■ Records for the exercise
::::::
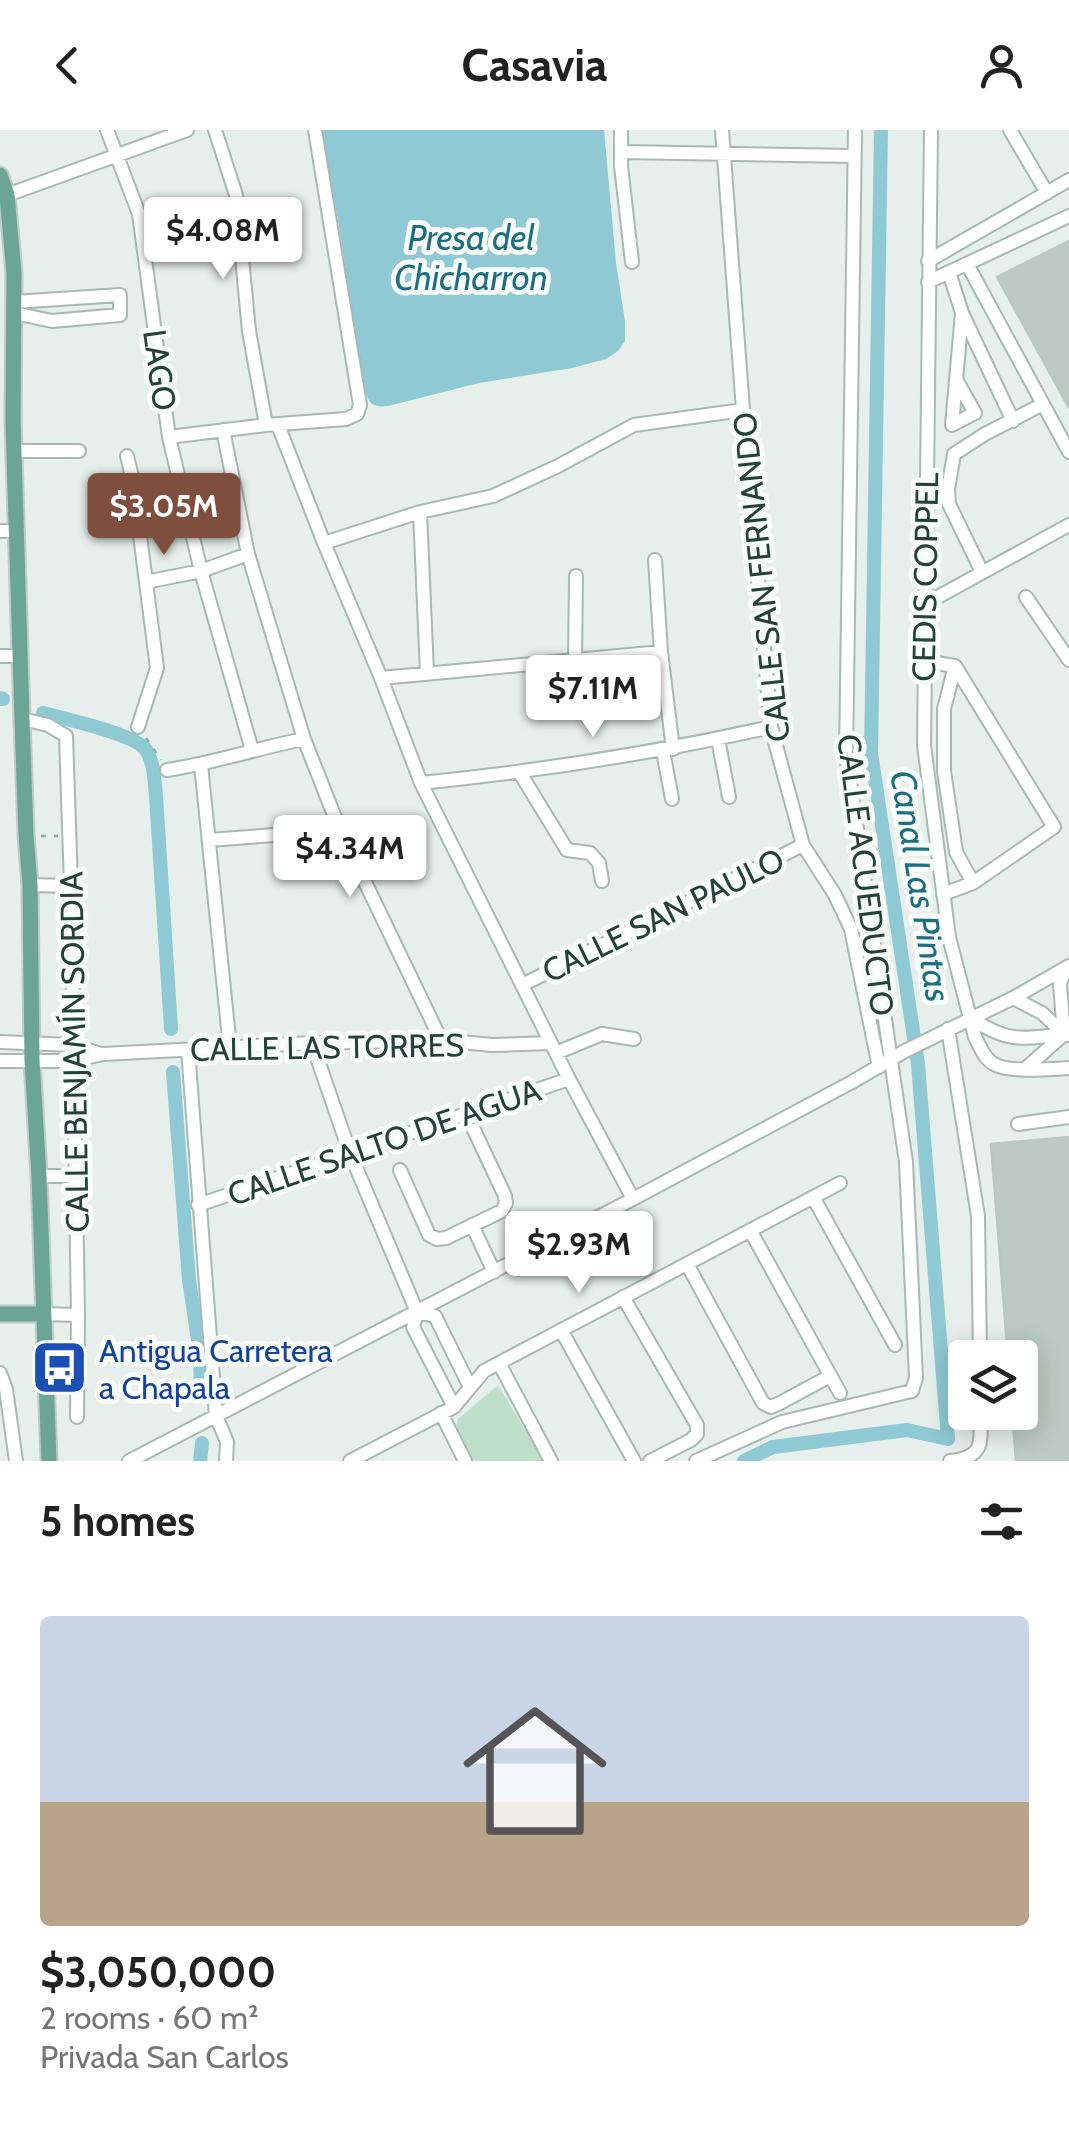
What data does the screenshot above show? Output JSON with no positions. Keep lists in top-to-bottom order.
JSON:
{
  "streets": {
    "street": [
      "LAGO",
      "CALLE SAN FERNANDO",
      "CEDIS COPPEL",
      "CALLE ACUEDUCTO",
      "CALLE SAN PAULO",
      "CALLE LAS TORRES",
      "CALLE BENJAMÍN SORDIA",
      "CALLE SALTO DE AGUA"
    ]
  },
  "crossings": [
    ["CALLE SAN FERNANDO", "CALLE ACUEDUCTO"],
    ["CALLE SAN FERNANDO", "CALLE SAN PAULO"],
    ["CALLE LAS TORRES", "CALLE BENJAMÍN SORDIA"]
  ],
  "water": ["Presa del Chicharron", "Canal Las Pintas"],
  "places": {
    "bus stop": ["Antigua Carretera a Chapala"]
  },
  "page": {
    "header": "Casavia",
    "price": [
      "$4.08M",
      "$3.05M",
      "$7.11M",
      "$4.34M",
      "$2.93M"
    ],
    "heading": "5 homes",
    "list": [
      {
        "name": "$3,050,000",
        "note": "2 rooms · 60 m² · Privada San Carlos"
      }
    ]
  }
}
::::::
■ Task directions
The reply should contain every line of the material exactly, and no images.

■ Answer
What data does the screenshot above show? Output JSON with no positions. Keep lists in top-to-bottom order.
JSON:
{
  "streets": {
    "street": [
      "LAGO",
      "CALLE SAN FERNANDO",
      "CEDIS COPPEL",
      "CALLE ACUEDUCTO",
      "CALLE SAN PAULO",
      "CALLE LAS TORRES",
      "CALLE BENJAMÍN SORDIA",
      "CALLE SALTO DE AGUA"
    ]
  },
  "crossings": [
    ["CALLE SAN FERNANDO", "CALLE ACUEDUCTO"],
    ["CALLE SAN FERNANDO", "CALLE SAN PAULO"],
    ["CALLE LAS TORRES", "CALLE BENJAMÍN SORDIA"]
  ],
  "water": ["Presa del Chicharron", "Canal Las Pintas"],
  "places": {
    "bus stop": ["Antigua Carretera a Chapala"]
  },
  "page": {
    "header": "Casavia",
    "price": [
      "$4.08M",
      "$3.05M",
      "$7.11M",
      "$4.34M",
      "$2.93M"
    ],
    "heading": "5 homes",
    "list": [
      {
        "name": "$3,050,000",
        "note": "2 rooms · 60 m² · Privada San Carlos"
      }
    ]
  }
}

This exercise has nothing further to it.